On Sundays I try to at least quickly note some of my favorite listening from the week prior — things I would later regret having not written about in more depth, so better to share here briefly than not at all.
▰ There are worse ways to wake up than to news there’s a new track of trademark slacker exotica from Tortoise. Apparently it’s their first new recording in almost a decade. All percolating rhythms and dreamy washes, it almost sounds like they’re auditioning some theme music for an espionage TV series. The most “Tortoise” thing about it may be not so merely how it switches gears at the last moment, but how the contrast let’s you hear the gears grind.

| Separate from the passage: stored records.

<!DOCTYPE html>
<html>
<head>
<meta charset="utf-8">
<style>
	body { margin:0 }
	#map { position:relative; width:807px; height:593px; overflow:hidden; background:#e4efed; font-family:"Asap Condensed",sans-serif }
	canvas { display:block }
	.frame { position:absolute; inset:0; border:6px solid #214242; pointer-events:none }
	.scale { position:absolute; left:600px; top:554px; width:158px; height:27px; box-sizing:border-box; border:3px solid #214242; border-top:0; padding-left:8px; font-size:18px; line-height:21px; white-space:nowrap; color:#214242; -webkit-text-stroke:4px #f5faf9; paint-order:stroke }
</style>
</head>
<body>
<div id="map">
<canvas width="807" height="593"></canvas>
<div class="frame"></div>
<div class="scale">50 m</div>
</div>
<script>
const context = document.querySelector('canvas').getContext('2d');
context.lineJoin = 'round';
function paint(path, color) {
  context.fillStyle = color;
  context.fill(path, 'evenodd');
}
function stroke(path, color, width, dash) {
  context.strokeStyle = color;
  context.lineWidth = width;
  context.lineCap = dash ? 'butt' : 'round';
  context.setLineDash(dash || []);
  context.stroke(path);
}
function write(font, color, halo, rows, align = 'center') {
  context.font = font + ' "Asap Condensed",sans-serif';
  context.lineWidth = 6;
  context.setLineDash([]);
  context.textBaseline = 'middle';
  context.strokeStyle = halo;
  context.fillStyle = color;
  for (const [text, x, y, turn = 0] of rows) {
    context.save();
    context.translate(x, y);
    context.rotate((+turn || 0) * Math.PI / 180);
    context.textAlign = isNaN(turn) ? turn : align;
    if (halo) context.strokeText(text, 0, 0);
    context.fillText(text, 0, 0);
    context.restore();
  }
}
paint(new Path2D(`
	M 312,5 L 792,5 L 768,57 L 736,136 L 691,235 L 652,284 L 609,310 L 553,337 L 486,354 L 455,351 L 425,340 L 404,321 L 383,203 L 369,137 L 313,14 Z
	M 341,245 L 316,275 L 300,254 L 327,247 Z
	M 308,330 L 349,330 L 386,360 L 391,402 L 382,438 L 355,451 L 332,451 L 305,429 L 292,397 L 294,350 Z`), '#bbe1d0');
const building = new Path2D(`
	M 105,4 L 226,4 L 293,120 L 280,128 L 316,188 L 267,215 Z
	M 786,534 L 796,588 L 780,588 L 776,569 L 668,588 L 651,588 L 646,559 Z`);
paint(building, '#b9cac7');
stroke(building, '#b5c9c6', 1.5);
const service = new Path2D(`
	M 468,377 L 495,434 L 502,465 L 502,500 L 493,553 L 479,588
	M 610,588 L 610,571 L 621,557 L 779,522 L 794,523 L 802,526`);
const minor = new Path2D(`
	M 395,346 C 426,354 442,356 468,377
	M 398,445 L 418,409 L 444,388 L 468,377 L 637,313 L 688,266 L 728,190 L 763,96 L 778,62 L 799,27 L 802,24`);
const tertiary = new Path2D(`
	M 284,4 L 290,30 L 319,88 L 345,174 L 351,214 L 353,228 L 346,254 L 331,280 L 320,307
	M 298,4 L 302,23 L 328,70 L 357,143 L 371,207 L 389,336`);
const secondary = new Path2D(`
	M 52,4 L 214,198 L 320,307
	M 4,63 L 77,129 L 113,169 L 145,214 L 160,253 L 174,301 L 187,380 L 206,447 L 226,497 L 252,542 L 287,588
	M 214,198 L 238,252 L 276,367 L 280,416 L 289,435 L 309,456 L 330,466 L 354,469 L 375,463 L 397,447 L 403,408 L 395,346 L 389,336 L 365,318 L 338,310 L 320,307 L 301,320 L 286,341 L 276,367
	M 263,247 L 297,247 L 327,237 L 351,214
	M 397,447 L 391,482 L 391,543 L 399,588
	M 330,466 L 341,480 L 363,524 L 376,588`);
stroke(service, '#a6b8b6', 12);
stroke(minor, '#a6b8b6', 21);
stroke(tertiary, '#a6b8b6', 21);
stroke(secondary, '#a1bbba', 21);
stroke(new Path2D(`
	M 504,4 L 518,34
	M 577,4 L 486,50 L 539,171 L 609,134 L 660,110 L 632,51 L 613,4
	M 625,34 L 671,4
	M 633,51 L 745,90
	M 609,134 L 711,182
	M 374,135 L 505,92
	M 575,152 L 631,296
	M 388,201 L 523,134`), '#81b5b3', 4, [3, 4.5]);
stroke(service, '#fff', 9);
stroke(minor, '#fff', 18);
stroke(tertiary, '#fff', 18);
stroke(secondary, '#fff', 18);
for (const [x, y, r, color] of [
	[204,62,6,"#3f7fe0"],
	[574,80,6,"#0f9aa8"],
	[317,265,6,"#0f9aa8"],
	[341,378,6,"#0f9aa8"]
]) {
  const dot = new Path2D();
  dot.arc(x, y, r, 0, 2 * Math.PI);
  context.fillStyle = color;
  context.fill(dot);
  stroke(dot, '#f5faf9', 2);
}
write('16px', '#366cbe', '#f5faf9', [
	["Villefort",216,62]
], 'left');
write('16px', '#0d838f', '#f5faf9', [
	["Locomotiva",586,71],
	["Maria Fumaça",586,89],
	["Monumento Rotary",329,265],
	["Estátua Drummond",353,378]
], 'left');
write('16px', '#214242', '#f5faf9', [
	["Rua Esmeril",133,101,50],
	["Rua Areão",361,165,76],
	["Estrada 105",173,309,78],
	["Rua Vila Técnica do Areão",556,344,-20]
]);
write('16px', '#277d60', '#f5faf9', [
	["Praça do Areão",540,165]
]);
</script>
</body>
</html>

▰ I’m sure I’ve heard, and even seen, the guitarist Simon Farintosh (whom I’ve interviewed about his Aphex Twin transcriptions), play electric — rather than acoustic or, more frequently, classical — guitar, but I don’t recall having done so. Here he performs “Sycamore Trees,” from the score to Twin Peaks: Fire Walk with Me. The thing about musicians who do a lot of work in the realm of covers and transcriptions is how those pieces of music then, in turn, become their set of repertoire. Thus it’s interesting to think of Badalamenti alongside Aphex Twin and Boards of Canada and the other musicians whom Farintosh has explored.
▰ Listening to the band Earth, you may hear things you’ve heard before, from the rousing bravado of Social Distortion to the fuzzed-out roots rock of Neil Young to the drone metal of Sunn O))), but those are just flavors, not the real thick of it. Earth is its own special entity, and the key to the sound is the pace, set by drummer Adrienne Davies, half the band, alongside with founder Dylan Carlson, in this iteration. This video has been online for a year, but I only just stumbled on it.